Run for each source bundle in an observation stack
In CSC 2.1 processing, the position and likelihood estimates are performed for groups of sources, or bundles, whose detect source regions are contiguously overlapping. It is convenient to process sources in a bundle at the same time, by fitting a single model that accounts for the multiplicity of sources. This can be done in two ways:
- by fitting the sources in the bundle sequentially, starting with the brightest one and freezing its parameters before proceeding to the next source;
- or by simultaneously fitting all source detections in the bundle using a model that accounts for the multiplicity, and that uses the same background region for all detections in the bundle.
The default approach in CSC 2.1 is the first approach, which can result in convergence issues when the overlap between sources is significant, and/or when the number of counts is low. Simultaneous fitting reduces the number of cases with MCMC convergence issues, and therefore the number of manual quality assurances required. In CSC 2.1 we use simultaneous fitting for the first time for sources in bundles of up to 5 sources, whenever the first approach fails to converge. For larger bundles (>5 source detections), the default sequential fitting is always used.
Fitting stack detections across observations
For a given stack detection or bundle of stack detections, MLE performs two fits: a model that assumes point-like sources and a model that assumes extended sources) for each of the observation detections of the source independently, and also for the joint set of all detections in the stack, for each of the energy bands (See Figure 1). From those fits, the one that maximizes the likelihood is selected to populate the fitted parameters in the SRCFIT extension of the mrgsrc3 file, which is available to the users as a data product. The best fit parameters for the stack are then applied to the associated per-obsid detections. The ra and dec columns in the stacked observation detections table represent these best fitted positions. In addition, the columns named likelihood_<band> in the per-observation detections table and the stacked observation detections table contain respectively the likelihoods of each independent per-observation fit, and the joint fit that considers all the observations contributing to the stack. MCMC draws are provided for each of the fits as an end-user data product for the stack detection and observation level fits.

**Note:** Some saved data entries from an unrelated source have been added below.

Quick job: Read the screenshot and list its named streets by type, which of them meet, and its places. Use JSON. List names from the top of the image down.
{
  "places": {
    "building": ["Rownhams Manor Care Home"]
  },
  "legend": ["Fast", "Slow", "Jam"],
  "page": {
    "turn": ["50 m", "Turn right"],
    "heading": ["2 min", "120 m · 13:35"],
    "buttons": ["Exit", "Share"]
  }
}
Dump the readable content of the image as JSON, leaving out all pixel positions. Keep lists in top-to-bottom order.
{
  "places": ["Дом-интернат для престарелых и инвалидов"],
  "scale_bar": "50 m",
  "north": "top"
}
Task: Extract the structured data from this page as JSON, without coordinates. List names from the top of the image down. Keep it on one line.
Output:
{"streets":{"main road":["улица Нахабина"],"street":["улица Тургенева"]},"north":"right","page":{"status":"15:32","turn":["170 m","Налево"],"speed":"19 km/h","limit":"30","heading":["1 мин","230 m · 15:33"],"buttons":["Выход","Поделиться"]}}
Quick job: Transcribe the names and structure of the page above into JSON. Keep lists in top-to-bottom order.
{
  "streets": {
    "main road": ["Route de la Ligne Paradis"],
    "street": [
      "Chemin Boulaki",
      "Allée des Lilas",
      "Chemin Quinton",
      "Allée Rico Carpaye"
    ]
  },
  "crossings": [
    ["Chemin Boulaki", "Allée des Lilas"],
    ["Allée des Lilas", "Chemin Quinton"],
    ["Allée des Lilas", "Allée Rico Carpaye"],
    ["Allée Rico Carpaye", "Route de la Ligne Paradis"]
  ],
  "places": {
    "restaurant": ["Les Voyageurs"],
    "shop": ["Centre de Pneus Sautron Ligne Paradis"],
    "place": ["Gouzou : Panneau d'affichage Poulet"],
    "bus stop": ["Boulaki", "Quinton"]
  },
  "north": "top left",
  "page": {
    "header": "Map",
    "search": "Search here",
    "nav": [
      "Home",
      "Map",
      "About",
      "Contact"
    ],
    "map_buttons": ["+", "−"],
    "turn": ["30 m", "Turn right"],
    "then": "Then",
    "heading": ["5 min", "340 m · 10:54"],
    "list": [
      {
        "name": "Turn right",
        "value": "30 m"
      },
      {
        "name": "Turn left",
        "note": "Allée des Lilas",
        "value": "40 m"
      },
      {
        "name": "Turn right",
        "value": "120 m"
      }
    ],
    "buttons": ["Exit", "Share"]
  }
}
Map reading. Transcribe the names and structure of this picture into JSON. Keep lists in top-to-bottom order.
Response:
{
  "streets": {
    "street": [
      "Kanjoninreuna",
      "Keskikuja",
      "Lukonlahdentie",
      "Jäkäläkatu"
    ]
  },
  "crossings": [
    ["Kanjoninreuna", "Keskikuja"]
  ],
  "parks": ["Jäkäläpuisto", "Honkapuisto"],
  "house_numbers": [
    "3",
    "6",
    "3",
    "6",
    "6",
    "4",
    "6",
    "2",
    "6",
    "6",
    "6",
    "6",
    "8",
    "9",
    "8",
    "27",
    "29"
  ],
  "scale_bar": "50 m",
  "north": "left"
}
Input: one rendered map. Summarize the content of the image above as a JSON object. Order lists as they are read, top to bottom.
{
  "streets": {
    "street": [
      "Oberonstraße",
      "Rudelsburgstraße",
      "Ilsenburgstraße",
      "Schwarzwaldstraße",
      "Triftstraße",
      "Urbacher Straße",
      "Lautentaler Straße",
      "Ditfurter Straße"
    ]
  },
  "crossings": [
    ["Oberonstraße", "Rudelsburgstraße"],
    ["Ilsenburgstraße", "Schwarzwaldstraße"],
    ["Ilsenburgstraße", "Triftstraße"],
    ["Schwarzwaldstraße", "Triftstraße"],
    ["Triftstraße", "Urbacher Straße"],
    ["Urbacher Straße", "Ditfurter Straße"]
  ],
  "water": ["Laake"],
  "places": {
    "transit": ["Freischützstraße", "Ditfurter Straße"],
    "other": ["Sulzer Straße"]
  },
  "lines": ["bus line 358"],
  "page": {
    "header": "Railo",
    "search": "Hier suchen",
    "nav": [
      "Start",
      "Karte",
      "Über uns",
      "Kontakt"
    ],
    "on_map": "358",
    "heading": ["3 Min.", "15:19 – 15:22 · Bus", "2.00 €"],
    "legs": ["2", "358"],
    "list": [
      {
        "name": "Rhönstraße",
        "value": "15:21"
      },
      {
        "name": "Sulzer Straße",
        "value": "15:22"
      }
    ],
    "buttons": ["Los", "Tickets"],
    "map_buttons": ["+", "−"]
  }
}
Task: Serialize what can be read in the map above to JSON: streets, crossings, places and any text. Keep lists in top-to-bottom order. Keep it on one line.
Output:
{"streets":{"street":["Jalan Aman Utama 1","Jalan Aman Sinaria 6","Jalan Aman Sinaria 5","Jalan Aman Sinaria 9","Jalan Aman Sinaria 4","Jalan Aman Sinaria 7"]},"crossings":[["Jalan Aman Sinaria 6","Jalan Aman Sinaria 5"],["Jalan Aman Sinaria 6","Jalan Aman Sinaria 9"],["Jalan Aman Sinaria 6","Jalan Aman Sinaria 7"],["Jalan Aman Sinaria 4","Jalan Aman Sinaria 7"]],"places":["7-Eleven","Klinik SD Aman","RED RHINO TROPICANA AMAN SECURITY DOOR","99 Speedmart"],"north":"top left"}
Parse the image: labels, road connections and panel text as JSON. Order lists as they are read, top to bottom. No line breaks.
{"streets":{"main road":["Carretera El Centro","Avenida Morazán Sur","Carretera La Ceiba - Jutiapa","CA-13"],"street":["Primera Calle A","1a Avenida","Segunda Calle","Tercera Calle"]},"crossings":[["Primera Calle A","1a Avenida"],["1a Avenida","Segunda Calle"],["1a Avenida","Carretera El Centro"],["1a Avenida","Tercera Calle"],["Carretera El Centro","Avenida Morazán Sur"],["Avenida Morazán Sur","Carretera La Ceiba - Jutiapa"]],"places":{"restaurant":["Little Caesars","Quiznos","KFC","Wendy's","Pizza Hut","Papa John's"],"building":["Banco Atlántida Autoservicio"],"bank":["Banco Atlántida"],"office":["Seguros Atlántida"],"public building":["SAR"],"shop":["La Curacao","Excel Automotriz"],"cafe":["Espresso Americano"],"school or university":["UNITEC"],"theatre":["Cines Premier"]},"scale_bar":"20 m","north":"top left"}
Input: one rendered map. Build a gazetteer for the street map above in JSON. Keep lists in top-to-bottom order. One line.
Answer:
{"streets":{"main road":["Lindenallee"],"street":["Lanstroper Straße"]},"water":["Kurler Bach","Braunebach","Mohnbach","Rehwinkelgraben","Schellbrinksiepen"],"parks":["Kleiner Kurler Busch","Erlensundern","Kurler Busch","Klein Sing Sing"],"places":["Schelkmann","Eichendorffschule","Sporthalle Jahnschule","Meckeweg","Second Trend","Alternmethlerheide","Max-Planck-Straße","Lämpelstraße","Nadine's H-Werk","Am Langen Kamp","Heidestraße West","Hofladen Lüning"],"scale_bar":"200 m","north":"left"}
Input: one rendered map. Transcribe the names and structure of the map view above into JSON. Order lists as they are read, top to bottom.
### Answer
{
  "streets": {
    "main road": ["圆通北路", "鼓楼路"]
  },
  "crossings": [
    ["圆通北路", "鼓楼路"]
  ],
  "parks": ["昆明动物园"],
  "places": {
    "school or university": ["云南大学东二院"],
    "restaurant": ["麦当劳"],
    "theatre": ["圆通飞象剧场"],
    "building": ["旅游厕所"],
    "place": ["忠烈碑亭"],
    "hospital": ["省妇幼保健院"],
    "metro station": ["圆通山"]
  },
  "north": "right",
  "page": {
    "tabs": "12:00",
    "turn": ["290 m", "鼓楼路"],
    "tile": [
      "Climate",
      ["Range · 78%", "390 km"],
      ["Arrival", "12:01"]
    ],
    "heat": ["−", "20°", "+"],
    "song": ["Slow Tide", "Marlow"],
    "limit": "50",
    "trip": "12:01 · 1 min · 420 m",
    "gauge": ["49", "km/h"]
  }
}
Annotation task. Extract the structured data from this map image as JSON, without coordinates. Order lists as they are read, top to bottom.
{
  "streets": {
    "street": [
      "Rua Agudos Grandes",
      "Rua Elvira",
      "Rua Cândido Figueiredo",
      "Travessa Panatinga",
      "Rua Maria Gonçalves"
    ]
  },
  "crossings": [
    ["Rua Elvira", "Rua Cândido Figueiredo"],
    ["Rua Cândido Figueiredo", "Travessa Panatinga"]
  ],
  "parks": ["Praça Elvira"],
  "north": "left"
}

For each stack detection, both fits (point-like source or extended source) are reported in the mrgsrc3 file. The extended model fit accounts for compact sources with model ellipses that are larger than the local PSF. See MLE Fit below for details on the point-source and extended model fits.
MLE Input
The MLE algorithm operates on a set of inputs including the event files, background images, PSF images, etc., all spatially filtered to match a cutout region centered on the source being fitted. If the source is in a bundle, the inputs are centered at the location of the brightest detection. Here is a description of the inputs:
Source Images
Source counts images are created with the binning chosen to produce an image with 6-12 image pixels across the Full Width Half Maximum (FWHM) of the estimated Point Spread Function (PSF) for the off-axis angle at which the source was found. Image pixels are positioned such that the detected source position is at the center of a pixel. For each source, the image is sized to include the bounding box of the respective background region, and then bumped up, if necessary, to ensure even axis lengths. These per-source postage stamp source images are created for each observation in the stack, and each energy band in the observation.
Background Images
Background images are created using mkvtbkg in the background regions defined in the source neighborhood using adaptively smoothed backgrounds, with binning and image size chosen to match the source image. These per-source background images are also created for each observation in the stack and each energy band in the observation.
PSF Images
Ray trace PSF images are created in each energy band for each candidate source in the bundle, for each observation, also at a binning and image size chosen to match the source image. Since PSF images are generated at the source detection location, PSFs are centered on an image pixel. This has the effect of preventing any artificial widening of the PSF due to image pixel quantization. The Sherpa requirement that PSF images have even axes is met through the initial enforcement of even sized image axes in the source image.
Exposure Maps
Exposure maps are generated for each source candidate in each energy band for each observation, also at a binning and image size chosen to match the source image.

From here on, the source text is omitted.